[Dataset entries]
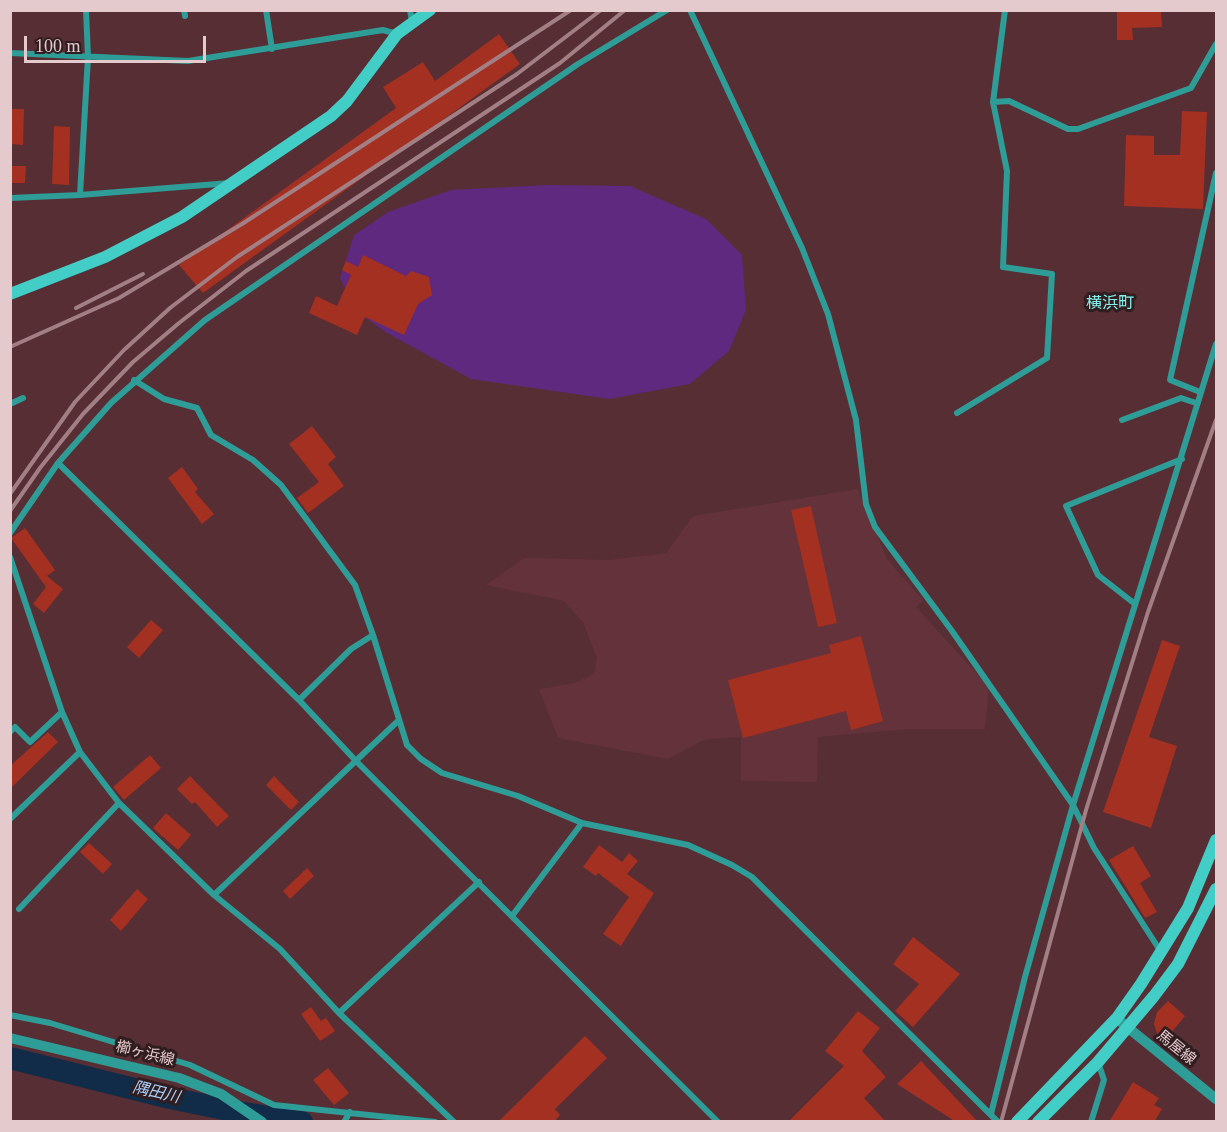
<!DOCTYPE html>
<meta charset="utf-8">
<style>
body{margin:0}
#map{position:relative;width:1227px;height:1132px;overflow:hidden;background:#572e34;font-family:"Times New Roman",serif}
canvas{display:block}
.frame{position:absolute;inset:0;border:12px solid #e5cacd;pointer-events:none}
.scale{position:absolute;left:24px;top:36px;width:182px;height:27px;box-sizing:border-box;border:3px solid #e5cacd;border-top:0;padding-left:8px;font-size:18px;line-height:21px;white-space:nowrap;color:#e5cacd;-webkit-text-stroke:4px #301d20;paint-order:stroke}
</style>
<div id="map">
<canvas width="1227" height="1132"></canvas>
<div class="frame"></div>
<div class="scale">100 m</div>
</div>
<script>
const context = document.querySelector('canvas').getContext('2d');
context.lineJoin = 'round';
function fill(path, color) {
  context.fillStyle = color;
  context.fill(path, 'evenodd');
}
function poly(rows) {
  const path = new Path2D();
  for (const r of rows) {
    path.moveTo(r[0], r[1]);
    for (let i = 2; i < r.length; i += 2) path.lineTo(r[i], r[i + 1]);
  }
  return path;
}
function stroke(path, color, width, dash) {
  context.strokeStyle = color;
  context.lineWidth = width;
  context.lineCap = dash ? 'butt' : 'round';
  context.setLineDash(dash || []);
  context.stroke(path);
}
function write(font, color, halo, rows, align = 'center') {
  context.font = font + ' "Times New Roman","Noto Sans JP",serif';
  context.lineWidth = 6;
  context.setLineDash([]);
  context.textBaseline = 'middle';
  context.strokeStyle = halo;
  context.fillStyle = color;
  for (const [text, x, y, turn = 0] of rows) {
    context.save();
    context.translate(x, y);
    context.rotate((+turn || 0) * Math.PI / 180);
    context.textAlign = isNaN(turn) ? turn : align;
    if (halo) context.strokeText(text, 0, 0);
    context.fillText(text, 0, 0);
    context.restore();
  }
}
fill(poly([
 [858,489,887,559,923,600,916,607,989,687,985,729,908,729,818,737,817,782,741,781,741,737,706,739,668,759,558,738,539,689,575,683,594,674,597,658,583,622,564,601,486,585,524,558,609,560,666,553,693,516]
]), '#64323a');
fill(poly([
 [547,185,630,186,706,219,742,255,746,310,729,351,690,384,609,399,471,379,387,333,356,311,340,278,354,235,388,212,451,190]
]), '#5e297e');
stroke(poly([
 [10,1058,170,1098,238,1112,302,1122]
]), '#102c48', 22);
fill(poly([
 [1117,10,1161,10,1162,27,1132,28,1133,40,1117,40],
 [499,34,520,64,203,293,179,265,396,108,383,87,423,62,435,81],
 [10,109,24,109,23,145,10,144],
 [1182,111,1207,112,1203,209,1124,206,1126,135,1154,136,1154,155,1180,155],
 [54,126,70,127,69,185,52,184],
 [10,166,26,166,25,183,10,183],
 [363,255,406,276,411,271,429,277,432,295,418,304,404,335,365,317,357,335,309,313,316,296,337,306,351,275,342,270,346,261,358,267],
 [312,426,336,457,328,464,344,486,308,513,297,498,319,482,289,444],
 [182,467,198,489,195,492,214,514,202,524,168,478],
 [811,506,837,623,818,627,791,510],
 [25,528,55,570,47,576,63,589,44,613,33,604,46,587,11,538],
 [151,620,163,630,139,658,127,647],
 [861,636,883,721,851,730,846,711,743,738,728,680,831,653,829,645],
 [1162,640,1180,646,1149,737,1177,746,1151,828,1103,812],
 [48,732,58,742,10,789,10,766],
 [150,755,161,768,124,800,113,787],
 [190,776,229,816,217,827,195,802,192,804,177,789],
 [274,776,299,802,291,810,266,785],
 [166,813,191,835,178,850,153,828],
 [89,843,112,864,103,874,80,852],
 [599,845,622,862,629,853,638,861,627,874,654,893,621,946,603,934,629,897,598,873,596,876,583,867],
 [1133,846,1151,876,1140,883,1157,912,1145,918,1109,860],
 [307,868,314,876,290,899,283,891],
 [137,889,148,899,121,931,110,920],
 [913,937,960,974,913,1027,895,1011,919,984,893,964],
 [1168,1001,1185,1016,1165,1040,1157,1033,1154,1024,1157,1012],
 [311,1007,321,1021,326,1018,335,1031,320,1041,301,1014],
 [858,1011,880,1028,862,1051,886,1077,864,1098,886,1122,788,1122,844,1066,825,1051],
 [585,1036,607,1058,555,1109,560,1115,554,1122,498,1122],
 [921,1061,978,1122,956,1122,897,1084],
 [328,1068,349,1093,334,1105,313,1080],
 [1133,1082,1159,1098,1154,1105,1162,1109,1154,1122,1109,1122]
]), '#a33021');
stroke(poly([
 [184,10,185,16],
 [266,10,272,49],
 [410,10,412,22],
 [690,10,802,248,828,314,856,420,866,504,875,527,952,631,1073,805,1094,848,1161,952],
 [1005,10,993,102,1009,101,1068,129,1078,129,1191,88,1216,44],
 [10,53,188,61,383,30,397,34],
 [80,195,88,57,86,10],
 [10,198,80,195,230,183],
 [134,380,164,399,197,408,211,435,253,460,281,485,310,524,355,585,373,635,407,745,421,759,442,773,518,796,582,823,688,845,732,865,752,877,998,1122],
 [1200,392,1170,380,1216,173],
 [10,404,23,398],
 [957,413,1047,358,1052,274,1003,267,1007,171,993,102],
 [1122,420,1181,398,1196,403],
 [58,463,299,700,356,761,718,1122],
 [10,533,58,463,111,403,205,320,578,64,667,10],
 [10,557,62,712,80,752,119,803,214,895,280,949,339,1013,454,1122],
 [1135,604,1098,575,1066,506,1182,459],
 [299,700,351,649,373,635],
 [10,732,15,727,30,742,62,712],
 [10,819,80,752],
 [214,895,399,720],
 [19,909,119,803],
 [512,916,582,823],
 [339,1013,479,882],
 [10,1015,50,1023,190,1065,274,1105,435,1122],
 [991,1114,1025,977,1073,805,1216,344],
 [344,1122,350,1112],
 [1091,1122,1104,1080,1098,1062]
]), '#2e9c97', 6);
stroke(poly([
 [1121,1022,1216,1099],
 [10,1038,179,1078,221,1094,262,1122]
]), '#2e9c97', 10);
stroke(poly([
 [10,294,105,257,182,217,331,116,347,101,397,34,430,10],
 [1017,1122,1117,1018,1141,984,1188,908,1216,840],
 [1038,1122,1098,1062,1154,996,1178,964,1216,889]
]), '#42cdc6', 12);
stroke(poly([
 [76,308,143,274],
 [10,347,119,298,242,224,571,10],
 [10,494,75,402,124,350,170,308,237,257,517,74,601,10],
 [10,511,40,468,83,414,133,362,179,323,246,271,560,63,625,10],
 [1001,1122,1086,810,1148,612,1216,420]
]), '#a17f84', 4);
write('15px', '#e5cacd', '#301d20', [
 ["馬屋線",1176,1048,39],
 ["櫛ヶ浜線",145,1054,14]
]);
write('16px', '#85f0ea', '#301d20', [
 ["横浜町",1110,304]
]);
write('italic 16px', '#a7cffa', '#301d20', [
 ["隅田川",156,1093,13]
]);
</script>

EXERCISE INSTRUCTIONS :: Look through the data and show every line containing "halo".

ANSWER SECTION ::
function write(font, color, halo, rows, align = 'center') {
  context.strokeStyle = halo;
    if (halo) context.strokeText(text, 0, 0);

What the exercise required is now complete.